Off Our Backs, Jul/Aug 2004 by Christian, Sena, Stachowski, Roxanne, Ferden, Sara, Walter, Shoshana

WASHINGTON, DC-According to the nation's annual report on cancer, published on June 3, lung cancer is decreasing among women overall, although women of color are much more likely than white women to die from cancer.

Black women are 52 percent more likely to die of cancer than white women, and Hispanic women 20 percent more likely. Additionally, black women are more likely to die of breast cancer, even though that disease is more common among whites.

Lung cancer is the number one cancer killer in the U.S.; however, the report shows that rates of female lung cancer diagnoses have declined by about 2 percent a year since 1998, and female death rates from lung cancer have leveled off, remaining virtually unchanged since 1995.

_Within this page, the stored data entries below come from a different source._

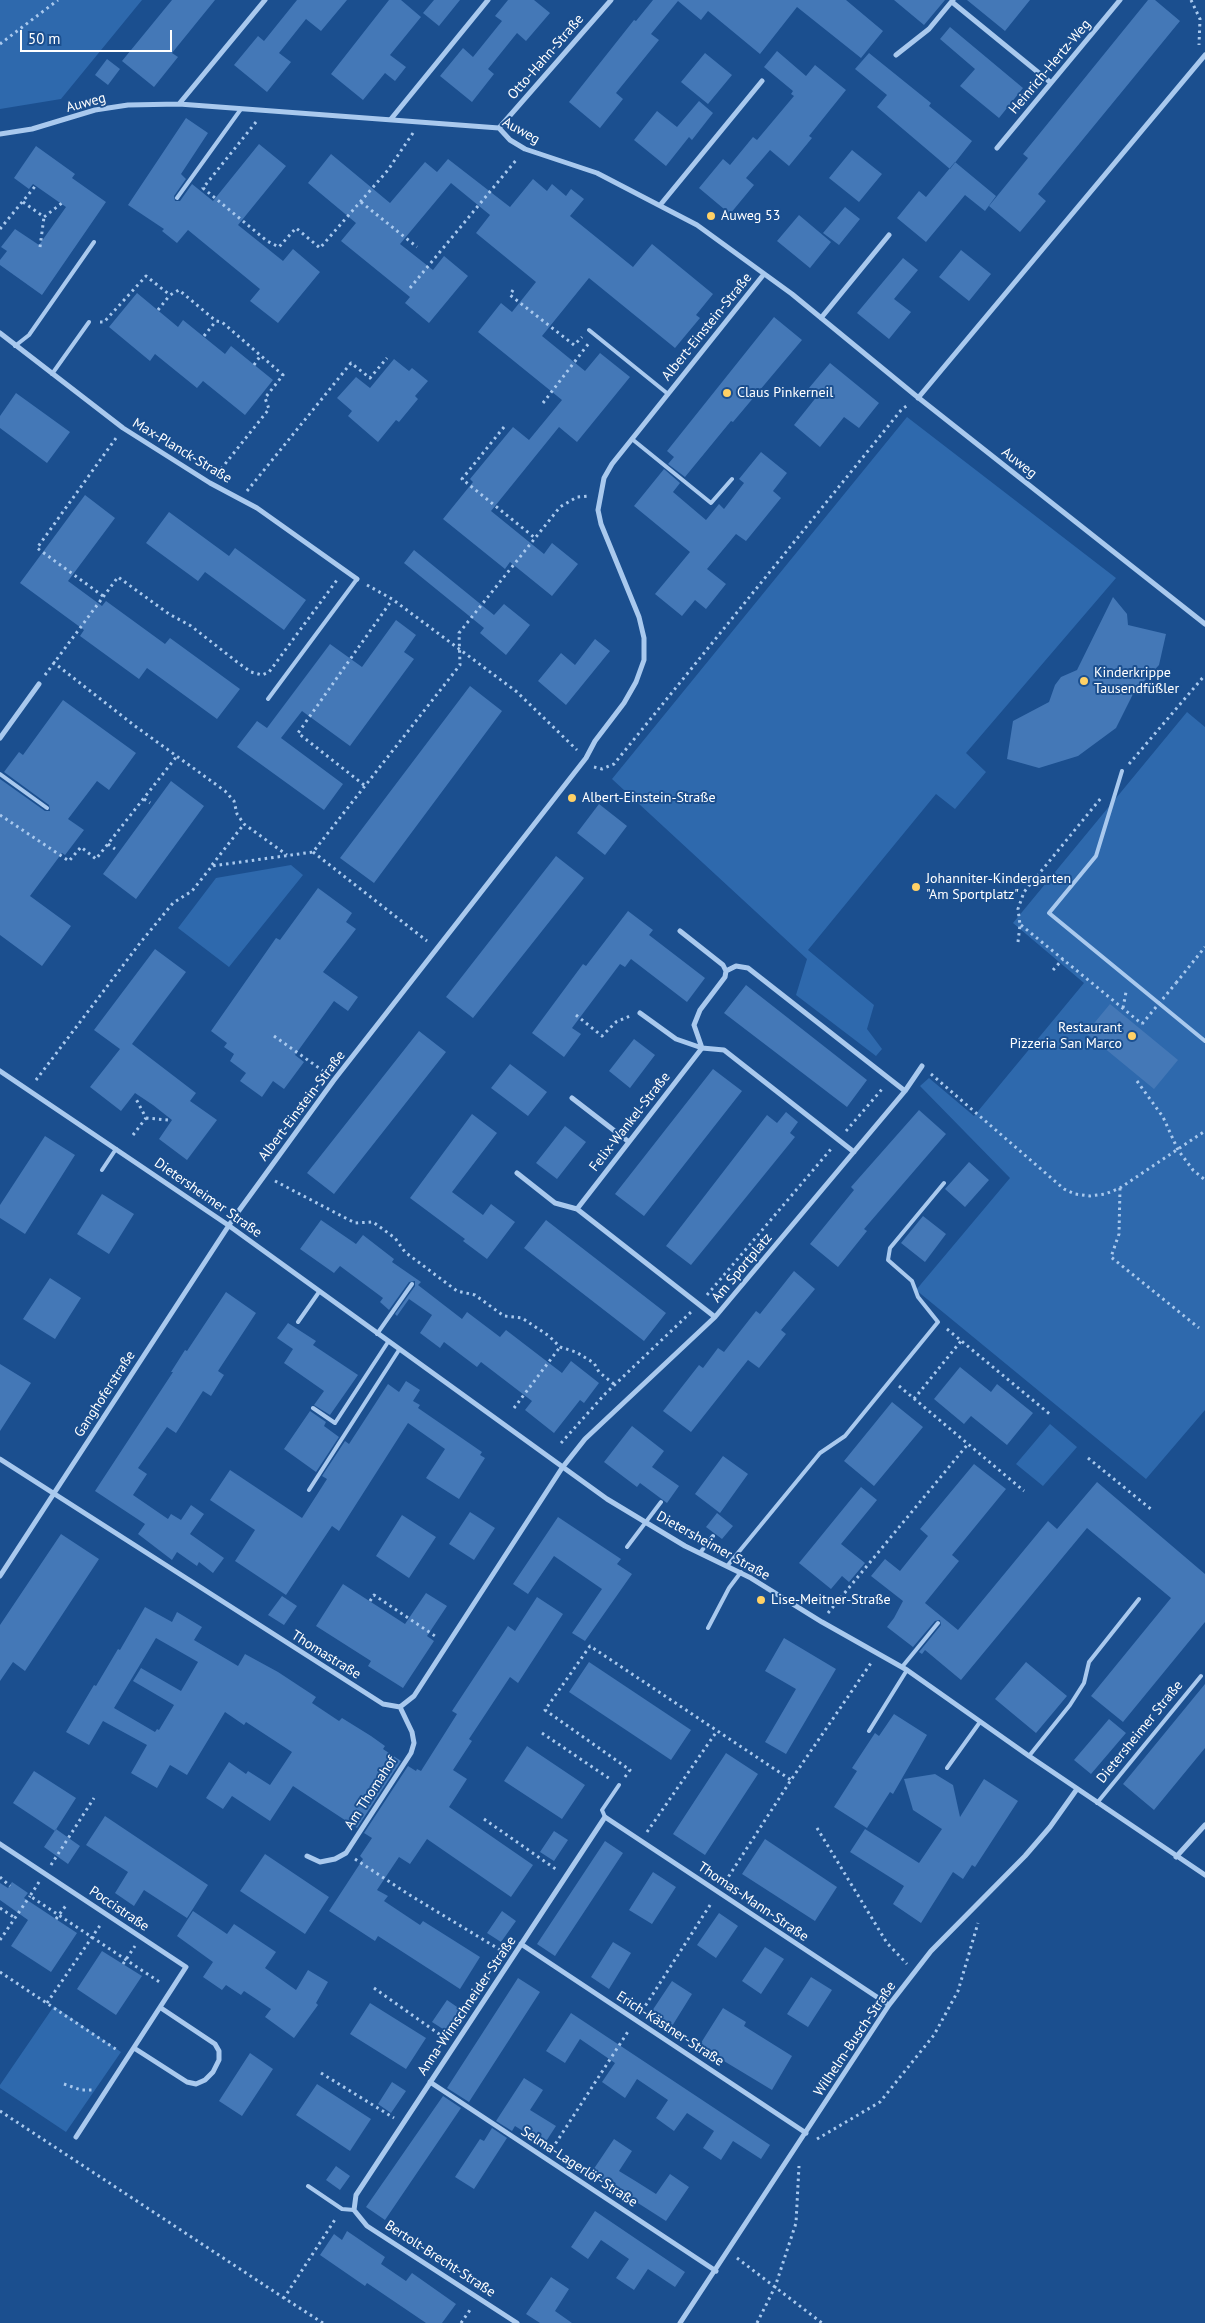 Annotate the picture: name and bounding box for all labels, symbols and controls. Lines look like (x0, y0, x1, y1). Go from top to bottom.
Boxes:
street label: Otto-Hahn-Straße (504, 11, 588, 103)
street label: Heinrich-Hertz-Weg (1006, 16, 1094, 118)
scale bar (22, 20, 175, 52)
text: 50 m (28, 29, 61, 48)
street label: Auweg (64, 90, 108, 116)
street label: Auweg (499, 114, 543, 148)
place label: Auweg 53 (721, 208, 780, 224)
marker: Auweg 53 (705, 210, 717, 222)
street label: Albert-Einstein-Straße (658, 270, 756, 384)
place label: Claus Pinkerneil (737, 385, 833, 401)
marker: Claus Pinkerneil (721, 387, 733, 399)
street label: Max-Planck-Straße (129, 415, 235, 487)
street label: Auweg (998, 444, 1040, 482)
place label: Kinderkrippe Tausendfüßler (1094, 665, 1179, 698)
marker: Kinderkrippe Tausendfüßler (1078, 675, 1090, 687)
place label: Albert-Einstein-Straße (582, 790, 716, 806)
marker: Albert-Einstein-Straße (566, 792, 578, 804)
place label: Johanniter-Kindergarten "Am Sportplatz" (926, 871, 1071, 904)
marker: Johanniter-Kindergarten "Am Sportplatz" (910, 881, 922, 893)
place label: Restaurant Pizzeria San Marco (1010, 1020, 1122, 1052)
marker: Restaurant Pizzeria San Marco (1126, 1030, 1138, 1042)
street label: Albert-Einstein-Straße (255, 1048, 349, 1164)
street label: Felix-Wankel-Straße (586, 1069, 674, 1175)
street label: Dietersheimer Straße (151, 1155, 265, 1241)
street label: Am Sportplatz (708, 1230, 776, 1306)
street label: Ganghoferstraße (71, 1348, 139, 1440)
street label: Dietersheimer Straße (653, 1508, 773, 1584)
place label: Lise-Meitner-Straße (771, 1592, 891, 1608)
marker: Lise-Meitner-Straße (755, 1594, 767, 1606)
street label: Thomastraße (288, 1627, 364, 1683)
street label: Dietersheimer Straße (1093, 1677, 1187, 1787)
street label: Am Thomahof (341, 1753, 401, 1833)
street label: Thomas-Mann-Straße (694, 1859, 812, 1945)
street label: Poccistraße (86, 1883, 152, 1935)
street label: Anna-Wimschneider-Straße (414, 1933, 520, 2079)
street label: Wilhelm-Busch-Straße (810, 1979, 900, 2099)
street label: Erich-Kästner-Straße (613, 1988, 727, 2070)
street label: Selma-Lagerlöf-Straße (518, 2123, 640, 2211)
street label: Bertolt-Brecht-Straße (382, 2217, 498, 2301)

"For the first time, we are turning the corner in the lung cancer epidemic in women," said Ahmedin Jemal of the American Cancer Society, who co-wrote the report.

The report also found that more people are living at least five years after a diagnosis of most types of cancer. For women, the biggest survival improvements came in colon, kidney and breast cancer. For instance, five-year survival for breast cancer is 88 percent, up from 75 percent in the 1970s. However, survival continues to be strongly connected with how early the cancer is detected.